I do run across organizations that hold mandatory and regularly scheduled meetings because … well … because that is what they think all organizations are suppose to do. (They should but not for that reason.) The meetings are scheduled and placed on everyone’s calendars. Some even go so far as to create performance review metrics concerning attendance, timeliness, and participation for the above mentioned meetings. Literally, the same agenda is passed around at each meeting, with the same ground rules clearly identified somewhere on the page. I’m not anti-meeting when I say this, but, what a waste. A waste of time and resources for the company.
Meetings Must Accomplish Something
A meeting must have value and that value is determined by the behavioral change your department or organization sees based on the content and outcomes of the meeting. Leadership or management should set goals and objects for these meetings in the same way they w0uld for any other element in their domain that is responsible for adding value to the organization.
Here are some ideas you may wish to consider:
- Set an annual budget for meeting costs (including time/resources)

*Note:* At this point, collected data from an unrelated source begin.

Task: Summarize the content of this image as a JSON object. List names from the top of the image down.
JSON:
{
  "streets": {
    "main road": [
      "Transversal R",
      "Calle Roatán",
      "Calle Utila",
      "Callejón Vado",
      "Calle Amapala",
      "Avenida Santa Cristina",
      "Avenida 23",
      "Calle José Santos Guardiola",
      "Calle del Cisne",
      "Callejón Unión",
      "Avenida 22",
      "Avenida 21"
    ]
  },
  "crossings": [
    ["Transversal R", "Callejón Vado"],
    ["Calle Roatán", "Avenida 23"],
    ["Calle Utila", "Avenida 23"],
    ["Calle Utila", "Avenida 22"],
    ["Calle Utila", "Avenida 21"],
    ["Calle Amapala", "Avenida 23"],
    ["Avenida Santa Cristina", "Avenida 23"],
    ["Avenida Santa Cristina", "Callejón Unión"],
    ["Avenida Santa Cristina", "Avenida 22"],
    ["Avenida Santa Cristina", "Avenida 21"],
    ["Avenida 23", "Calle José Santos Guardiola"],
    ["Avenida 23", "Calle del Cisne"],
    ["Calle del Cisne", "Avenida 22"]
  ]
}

- Set a scheduled begin and end – start on time and end on time or end early
- Create a unique agenda for each meeting
- Have your team understand what it costs to run or go over on time
- Measure performance against that budget
- Use the meeting to set team objectives
- Avoid one-way meetings – delegate assignments – track results
- Rotate (delegate) who runs the meeting – teach your staff meeting prep & management
- Document success / accomplishments from meeting assignments
- Report accomplishments up!
Understanding Meeting Costs
Often a hidden cost within business that is overlooked or poorly managed is the time spent in meetings. In today’s post, I am specifically referring to the mandatory staff meeting, often weekly. A department or team rarely understands just how expensive the meeting is, let alone how much it costs the company to go past the scheduled time.
When I tell a client that a 20 person half-day weekly department meeting costs the company $220,000 annually, they just about drop out of their seats. They begin to understand that the cost demands value to the organization. I show them this simple equation:
Staff x Rate x Hours x 50 weeks = Annual Cost of meetings
20 x $55.00 x 4 x 50 = $220,000
- Staff would be the number of employees attending the meeting. I used 20 in this example.

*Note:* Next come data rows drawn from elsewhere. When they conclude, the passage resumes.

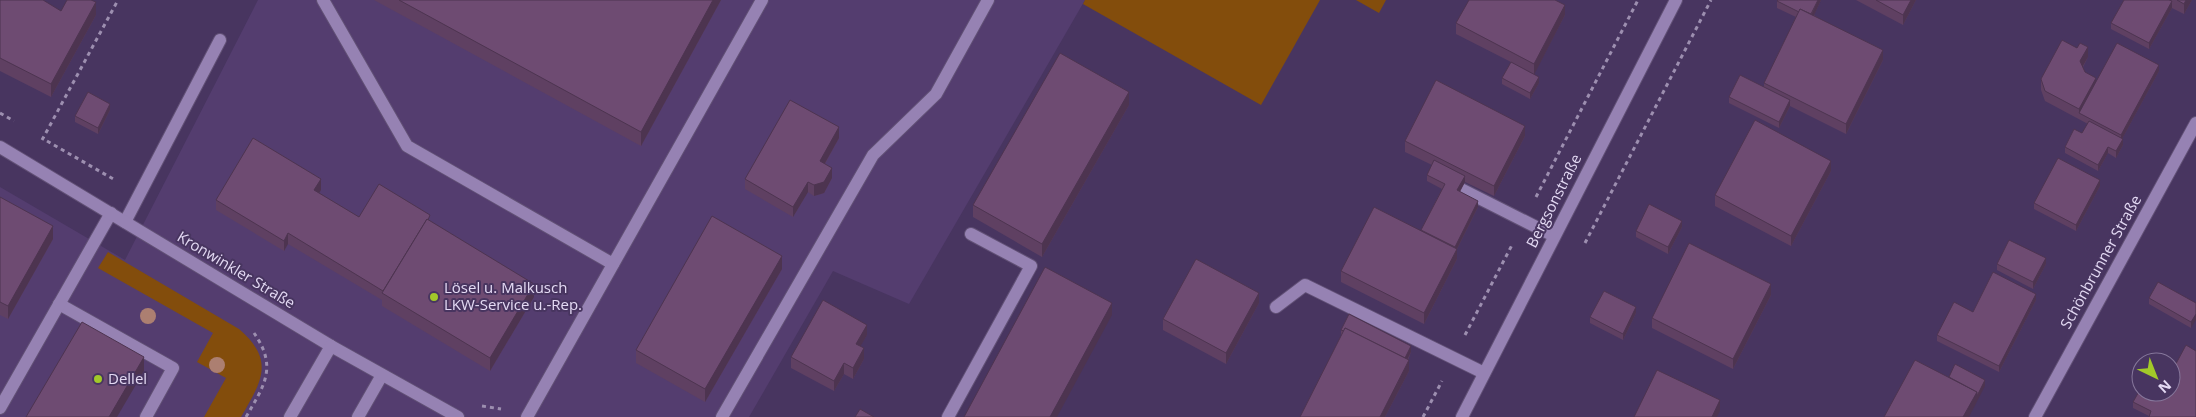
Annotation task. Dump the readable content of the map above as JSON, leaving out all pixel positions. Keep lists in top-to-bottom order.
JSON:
{
  "streets": {
    "street": ["Bergsonstraße", "Schönbrunner Straße", "Kronwinkler Straße"]
  },
  "places": ["Lösel u. Malkusch LKW-Service u.-Rep.", "Dellel"],
  "north": "bottom right"
}
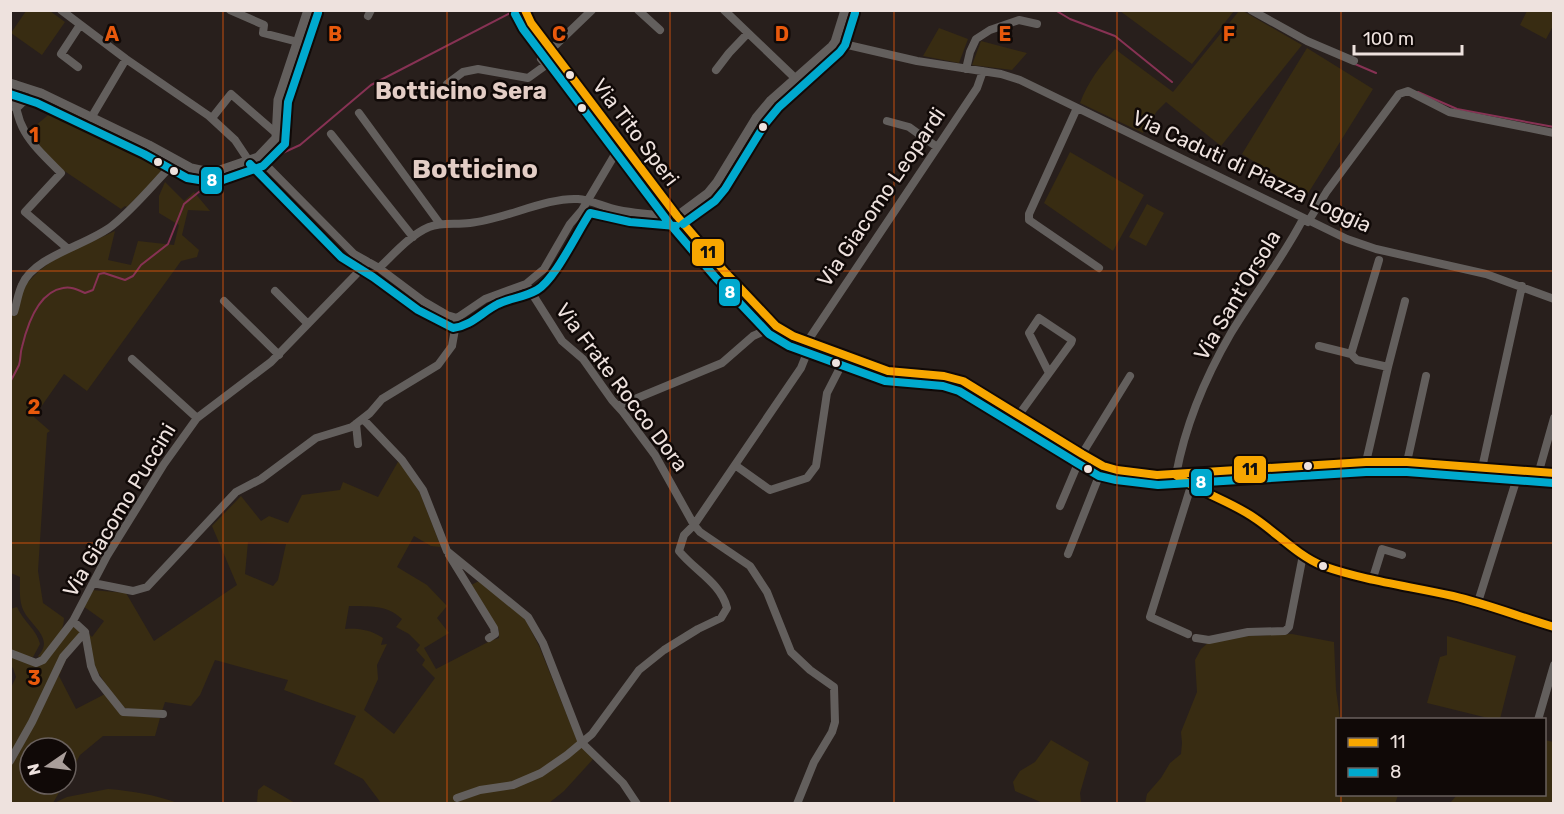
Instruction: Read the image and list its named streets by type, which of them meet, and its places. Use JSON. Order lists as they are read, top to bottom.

- Rate is the fully burdened hourly rate that you would get from HR or your Accountant. I used $55.00 per hour for staff averaging 70K salaries in this example.
- Hours are the scheduled time each week of your meeting. I used 4 for this example
So going over schedule in this example would be:
20 x $55.00 or $1100 an hour to the company. (2x for the opportunity cost if you want to be picky or $2200 per hour)
Some immediate benefits
When you begin to hold your meetings accountable for more then update sessions and keep track of your costs you will begin to see some startling changes in your teams performance.
- Reducing meetings to an hour each week can be used to report savings to the company.
- Delegation and the results from those assignments can be used to promote tangible benefits against the costs
- Rewarding your team for completing meetings before the scheduled end time. This can be assigned as savings
- Teach the team when to use the entire staff or a subset to save the costs to the company
- Monthly reporting to your manager will help them understand the value of this large expanse.
Who knows, you may be asked to run your bosses meetings or be asked to train other managers because your department will be doing so well.